ZSI Impedance Source Inverter Integrated XFC (Extreme Fast Charging) for Electric Vehicle

This paper explores the application of an Improved Enhanced-Boost Quasi-Z-Source Inverter in AC-connected extreme fast charging (XFC) stations for electric vehicles (EVs), aiming to reduce conversion stages and enhance system efficiency. AC-connected XFCs offer superior reliability compared to DC-connected systems due to better fault tolerance and reduced sensitivity to power fluctuations but traditionally suffer from increased complexity and reduced efficiency due to multiple conversion stages. The proposed inverter addresses this by combining DC-DC and DC-AC conversion into a single stage, simplifying the system, decreasing losses, and improving efficiency. Furthermore, this research investigates the use of Spiking Neural Networks (SNNs) for generating the precise pulse width modulation (PWM) signals required for the Quasi-Z-Source Inverter.

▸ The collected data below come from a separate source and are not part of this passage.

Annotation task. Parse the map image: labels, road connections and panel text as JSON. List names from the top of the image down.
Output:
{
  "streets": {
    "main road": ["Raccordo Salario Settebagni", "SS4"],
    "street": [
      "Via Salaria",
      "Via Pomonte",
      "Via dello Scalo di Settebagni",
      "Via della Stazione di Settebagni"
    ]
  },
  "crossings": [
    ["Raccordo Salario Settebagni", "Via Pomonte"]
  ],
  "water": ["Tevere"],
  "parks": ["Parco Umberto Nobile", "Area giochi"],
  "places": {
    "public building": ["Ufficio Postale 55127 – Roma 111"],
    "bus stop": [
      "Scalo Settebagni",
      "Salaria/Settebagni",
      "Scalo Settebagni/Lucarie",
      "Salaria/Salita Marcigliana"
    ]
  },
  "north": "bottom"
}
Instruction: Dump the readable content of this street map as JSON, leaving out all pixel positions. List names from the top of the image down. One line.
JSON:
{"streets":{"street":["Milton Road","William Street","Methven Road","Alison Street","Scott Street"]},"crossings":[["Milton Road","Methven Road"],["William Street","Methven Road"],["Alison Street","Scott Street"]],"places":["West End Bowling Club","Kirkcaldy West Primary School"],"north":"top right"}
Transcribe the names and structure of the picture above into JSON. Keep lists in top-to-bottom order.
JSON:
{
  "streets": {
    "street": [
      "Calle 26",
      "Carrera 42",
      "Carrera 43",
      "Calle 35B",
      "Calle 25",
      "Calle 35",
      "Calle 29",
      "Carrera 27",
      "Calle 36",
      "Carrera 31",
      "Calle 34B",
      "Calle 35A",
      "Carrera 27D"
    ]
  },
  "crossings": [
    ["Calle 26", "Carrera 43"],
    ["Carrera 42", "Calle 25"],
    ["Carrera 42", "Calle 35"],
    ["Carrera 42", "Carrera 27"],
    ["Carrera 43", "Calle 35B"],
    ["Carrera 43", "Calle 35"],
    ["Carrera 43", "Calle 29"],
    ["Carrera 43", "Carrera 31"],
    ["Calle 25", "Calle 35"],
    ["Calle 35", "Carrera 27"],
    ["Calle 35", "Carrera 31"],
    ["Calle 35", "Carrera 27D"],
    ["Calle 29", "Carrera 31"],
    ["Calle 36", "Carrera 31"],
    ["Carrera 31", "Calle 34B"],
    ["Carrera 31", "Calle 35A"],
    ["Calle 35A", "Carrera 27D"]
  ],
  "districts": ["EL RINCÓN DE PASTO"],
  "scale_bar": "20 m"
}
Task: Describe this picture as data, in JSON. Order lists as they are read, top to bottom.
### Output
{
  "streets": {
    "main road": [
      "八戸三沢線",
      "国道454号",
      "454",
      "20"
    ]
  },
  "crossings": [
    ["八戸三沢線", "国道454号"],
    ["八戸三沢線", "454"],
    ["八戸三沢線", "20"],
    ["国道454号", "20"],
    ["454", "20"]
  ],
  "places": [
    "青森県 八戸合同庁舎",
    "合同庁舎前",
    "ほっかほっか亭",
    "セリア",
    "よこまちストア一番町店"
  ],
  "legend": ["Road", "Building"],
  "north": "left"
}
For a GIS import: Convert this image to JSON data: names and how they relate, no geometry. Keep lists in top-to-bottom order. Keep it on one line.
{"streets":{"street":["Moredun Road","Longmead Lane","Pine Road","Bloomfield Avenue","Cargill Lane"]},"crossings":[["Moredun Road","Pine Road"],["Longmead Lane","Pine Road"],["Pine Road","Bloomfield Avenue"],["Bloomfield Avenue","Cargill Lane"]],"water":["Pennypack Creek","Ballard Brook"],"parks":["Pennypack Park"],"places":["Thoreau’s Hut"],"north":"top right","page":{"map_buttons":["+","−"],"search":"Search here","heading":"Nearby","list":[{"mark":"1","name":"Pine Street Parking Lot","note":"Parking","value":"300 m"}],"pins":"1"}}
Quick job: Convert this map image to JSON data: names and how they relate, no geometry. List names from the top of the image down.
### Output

SNNs offer potential advantages in terms of dynamic response and adaptability compared to traditional PWM techniques, allowing for optimized inverter control under varying load conditions. By operating at a higher modulation index, the inverter reduces switch stress, making it suitable for high-power applications. Analytical results and simulations demonstrate the inverter's potential, enhanced by SNN-based pulse generation, in advancing next-generation fast charging solutions by simplifying infrastructure and improving charging efficiency, positioning it as a promising technology for the future of electric vehicle charging.